Exercise 1: Lattice vibrations

  1. From the dispersion relation of a 1D monatomic chain given in the lecture notes, calculate the group velocity \(v_g\).
  2. Using the group veolcity found above, calculate the density of states \(g(\omega)\).
  3. Sketch them.
  4. From the 1D dispersion relation \(\omega(k)\) in the picture below, sketch the group velocity \(v_g(k)\) and the density of states \(g(\omega)\).

Exercise 2: Vibrational heat capacity of a 1D monatomic chain

  1. Give the total energy \(U\) of a 1D monatomic chain as an integral expression. To do so, first derive the density of states from the phonon dispersion relation derived in the lecture notes.
  2. Give an integral expression for the heat capacity \(C\).
  3. Compute the heat capacity numerically, using e.g. Python.
  4. Do the same for \(C\) in the Debye model and compare the two. What differences do you see?

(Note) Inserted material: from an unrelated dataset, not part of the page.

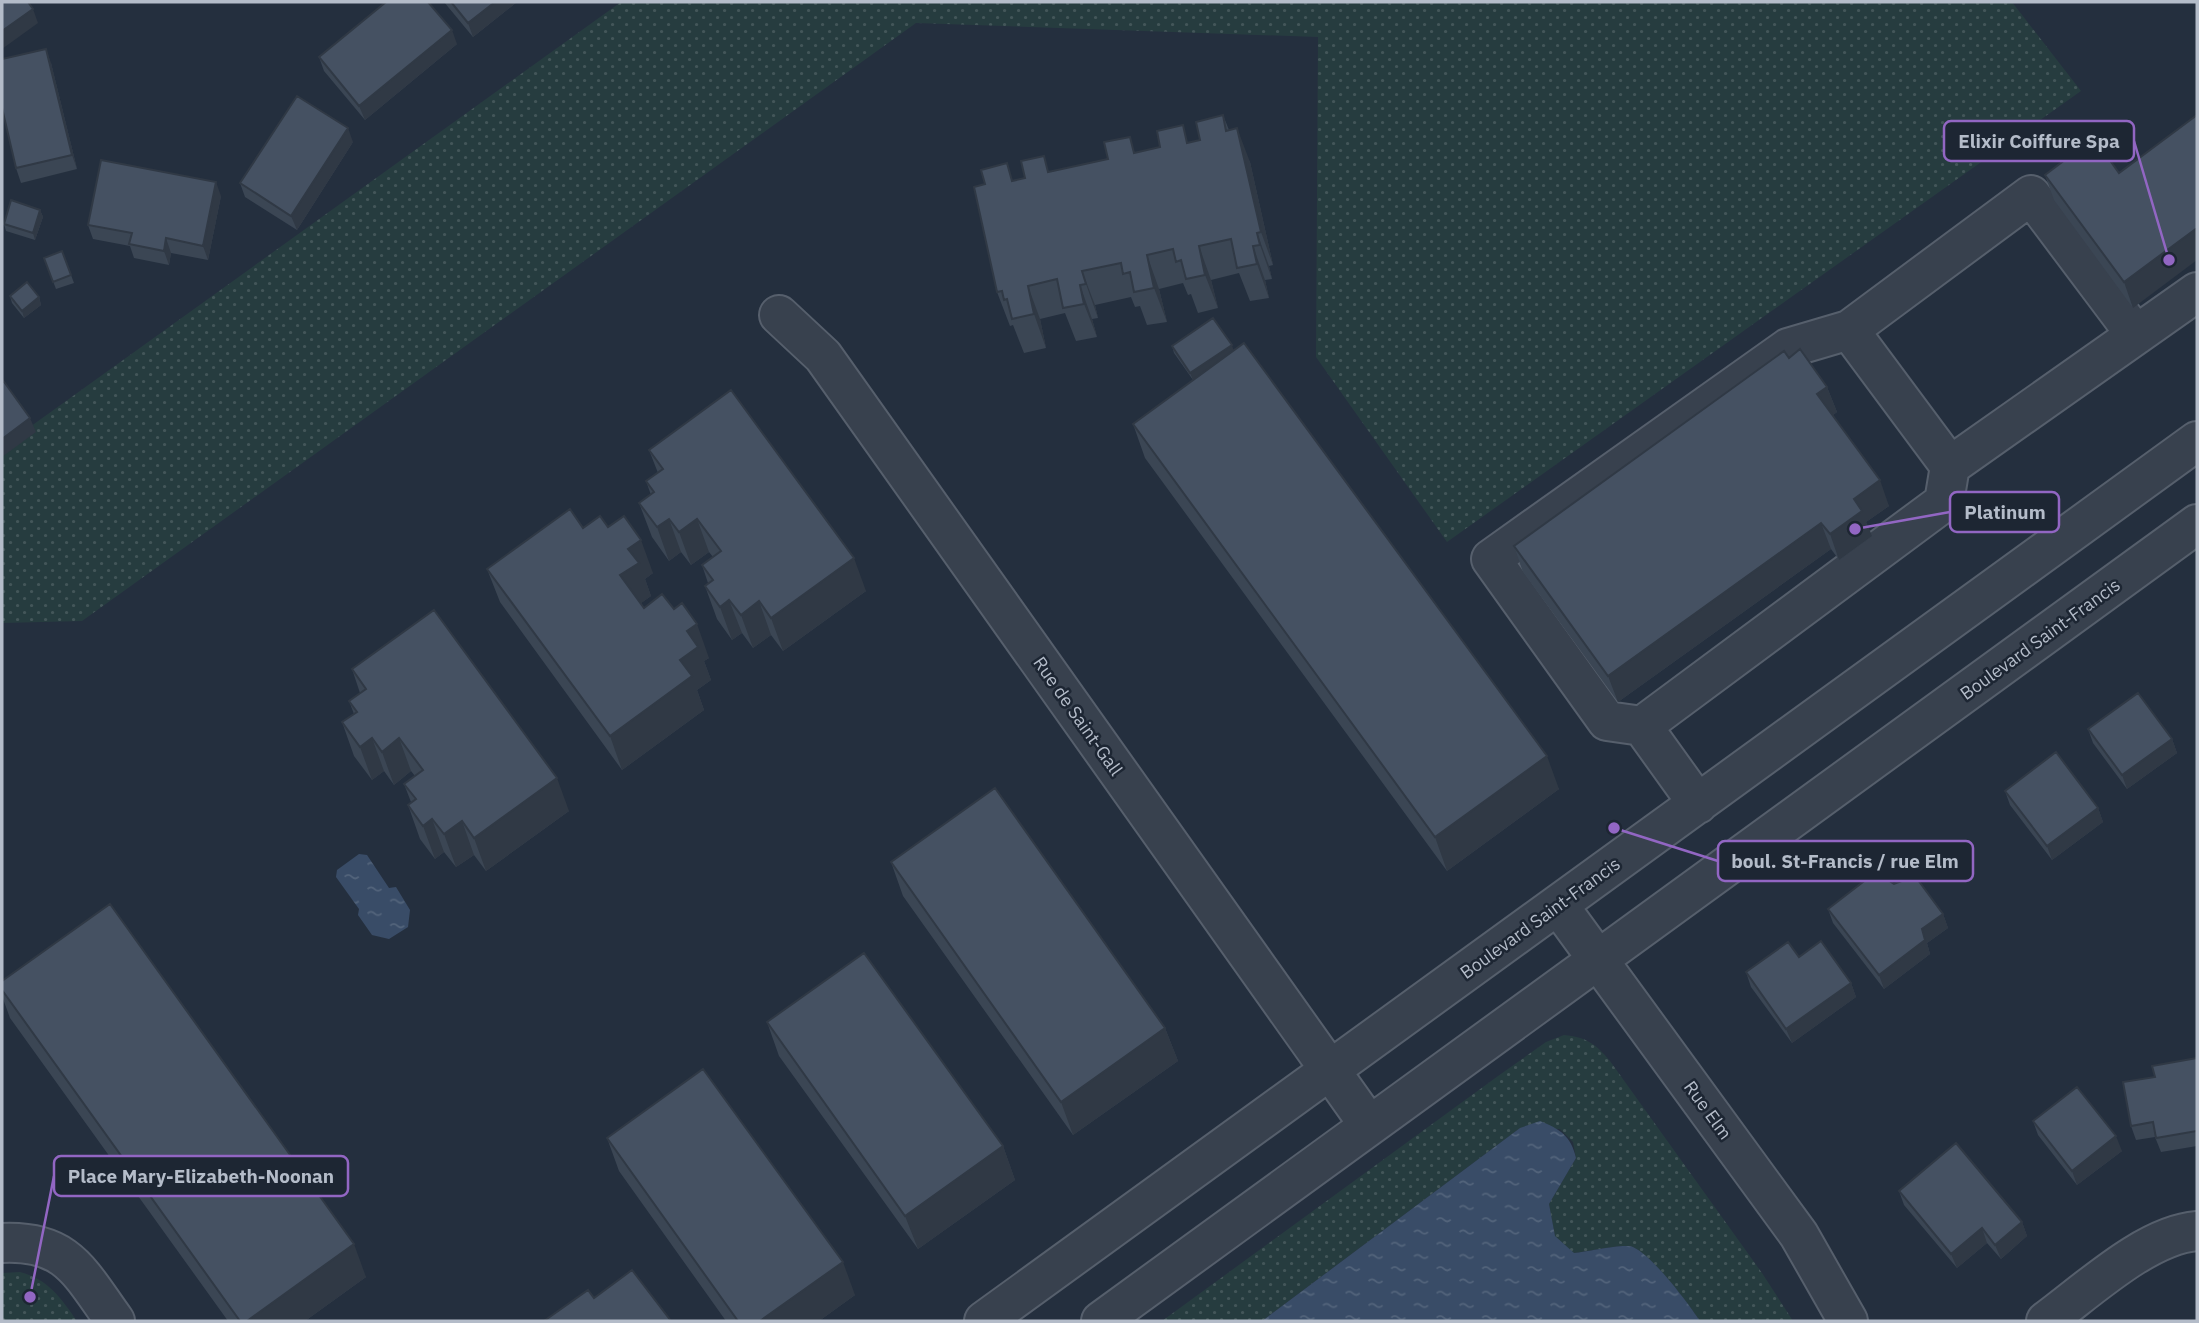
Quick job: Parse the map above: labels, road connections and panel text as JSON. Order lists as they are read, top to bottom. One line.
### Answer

Exercise 3: Next-nearest neighbors chain

Consider electrons in a 1D atomic chain again:

x = np.linspace(0.001, 3, 200)

fig, ax = pyplot.subplots(1, 1)
ax.plot(x, 1.2-1/np.abs(np.sin(np.pi * x))**(1/2))
ax.set_ylim(-.7, .5)
ax.set_xlabel("$x$")
ax.set_ylabel("$U(x)$")
ax.set_xticks([-.05, 1, 2])
ax.set_xticklabels(["$0$", "$a$", "$2a$"])

draw_classic_axes(ax)

png

Let's expand the one-dimensional chain model by extending the range of the interaction further than the nearest neighbors:

\[ \langle \phi_n | H | \phi_{n+2}\rangle \equiv -t' ≠ 0.\]
  1. Write down the new Schrödinger equation for this system.

    hint

    There are now two more terms in the equation: \(-t' \phi_{n-2} - t' \phi_{n+2}\).

  2. Solve the Schrödinger equation to find the dispersion relation \(E(k)\).

    hint

    Use the same Ansatz as for the nearest neighbors case: $ \phi_n = \phi_0 \exp(ikna) $.

  3. Calculate the effective mass \(m^*\).

  4. Sketch the effective mass as a function of \(k\) for the cases \(t=2t'\), \(t=4t'\), and \(t=10t'\).